The 5th edition of the Global Green Economy Index(GGEI) is a data-driven analysis of how 80 countries perform in the global green economy, as well as how expert practitioners rank this performance. Since its launch in 2010, the GGEI has signaled which countries are making progress towards greener economies, and which ones are not. The comparison of national green performance and perceptions of it revealed through the GGEI framework is more important than ever today.
Sweden is again the top performing country in the 2016 GGEI, followed by the other “Nordics” and Switzerland, Germany, and Austria. Amidst these strong results, the GGEI identified areas where these countries can improve their green performance further. These opportunities – focused around innovation, green branding and carbon efficiency – could propel their national green performance forward even more in the future.
Developing countries in Africa and Latin America–including Ethiopia, Zambia, Brazil, and Costa Rica– also perform well in this new GGEI edition, ranking in the top fifteen for performance. While Brazil and Costa Rica receive similarly strong results on our perception survey, Ethiopia and Zambia do not, suggesting a need for better green branding and communications in these two African countries.

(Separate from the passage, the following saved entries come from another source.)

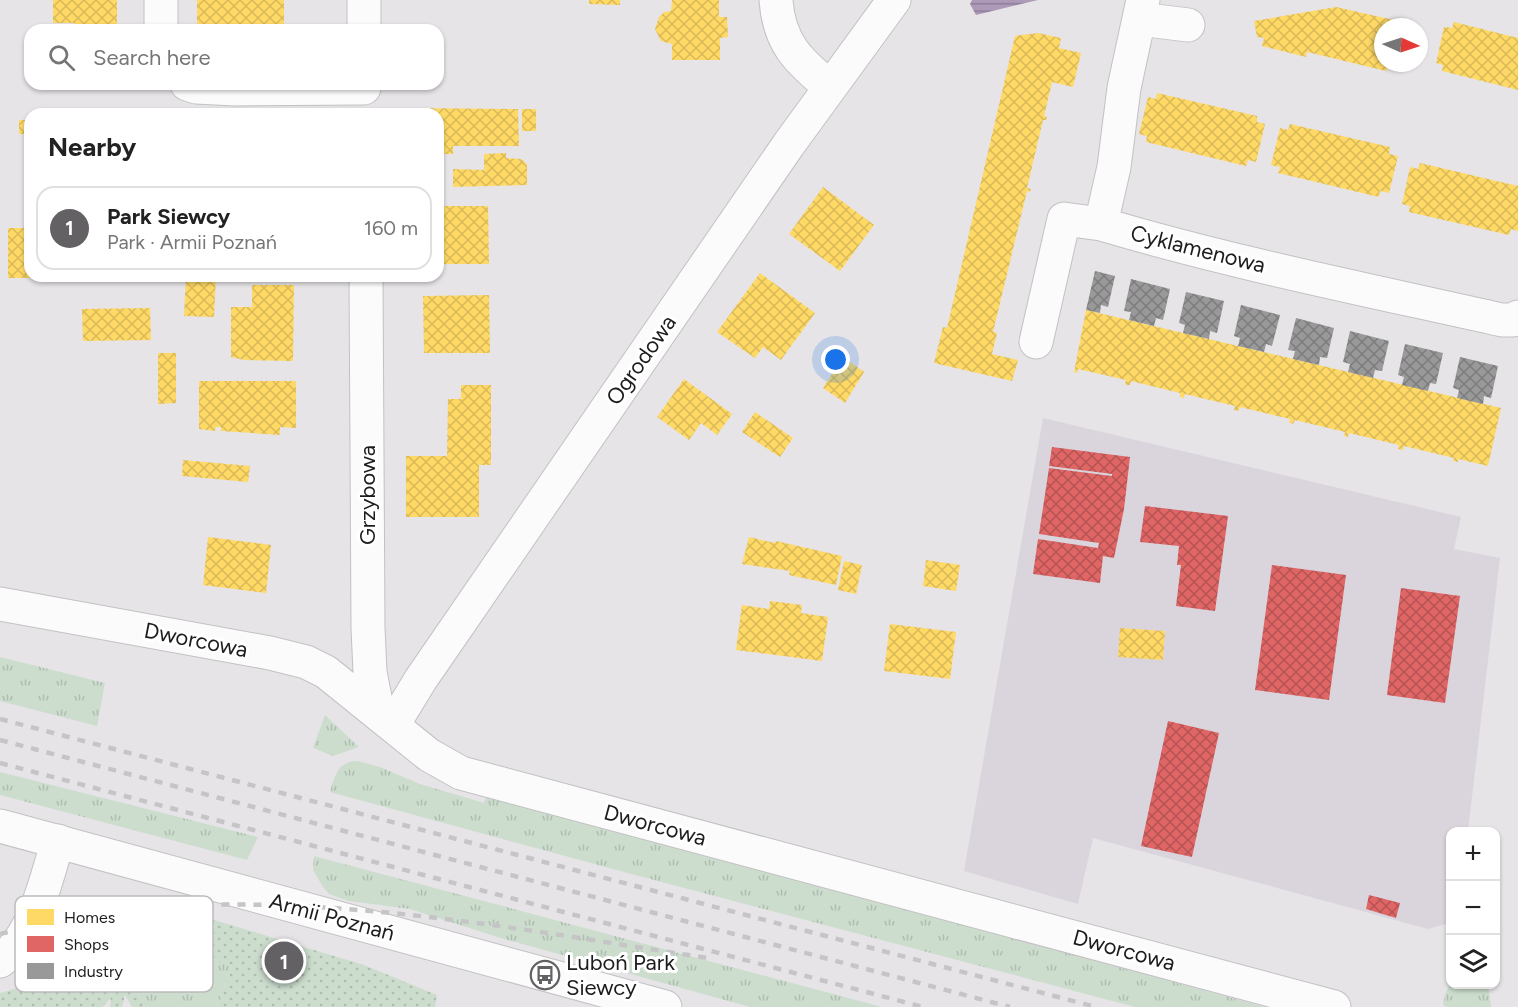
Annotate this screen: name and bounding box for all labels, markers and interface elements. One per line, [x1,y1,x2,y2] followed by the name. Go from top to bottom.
[1374,18,1428,72] north arrow
[24,24,444,90] search box
[45,41,78,74] icon: search
[93,44,211,71] text: Search here
[48,131,136,163] text: Nearby
[107,203,230,230] text: Park Siewcy
[65,216,74,240] text: 1
[364,216,418,240] text: 160 m
[1128,219,1268,279] street label: Cyklamenowa
[107,230,277,254] text: Park · Armii Poznań
[600,310,682,410] street label: Ogrodowa
[821,345,850,374] your location
[354,445,381,545] street label: Grzybowa
[142,617,250,663] street label: Dworcowa
[601,798,709,852] street label: Dworcowa
[1446,827,1500,989] map controls
[1446,827,1500,881] button: +
[1446,881,1500,935] button: −
[266,887,398,947] street label: Armii Poznań
[15,896,213,992] legend
[64,908,115,927] text: Homes
[1070,923,1178,977] street label: Dworcowa
[64,935,109,954] text: Shops
[1446,935,1500,989] button: layers
[264,938,304,984] pin: 1
[566,949,675,1001] place label: Luboń Park Siewcy
[529,959,561,991] bus stop icon: Luboń Park Siewcy
[64,962,123,981] text: Industry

Like in 2014, Copenhagen is the top green city, followed by Stockholm, Vancouver, Oslo and Singapore. This new GGEI only collected perception values for green cities as lack of data availability continues to impede our efforts to develop a comprehensive green city performance index. Given the significant role of cities in the global green economy, city-level data development is an urgent priority.
No country in Asia ranks well for performance on this new GGEI, with the exception of Cambodia, which was the most improved country as compared to the last edition, rising 22 spots to 20th overall. China, India, Indonesia, Japan and South Korea do better on the perception side of the GGEI, but continue to register concerning performance results.
While many European Union (EU) members perform near the top of this GGEI edition, others including the Czech Republic, Estonia, Poland, Romania and Slovakia rank near the bottom. These results are worrisome and suggest uneven national green performance across the EU.
Many of the countries with high annual GDP growth today rank poorly on the GGEI, further highlighting the limits to GDP as a growth indicator. These countries are mostly in Asia (Malaysia, Thailand, Philippines) and Africa (Nigeria, Tanzania).
Countries with a high reliance on fossil fuel extraction and export generally perform poorly on the GGEI, with a few exceptions. Kuwait, Qatar, Saudi Arabia and Russia all perform poorly while Norway and Canada do much better.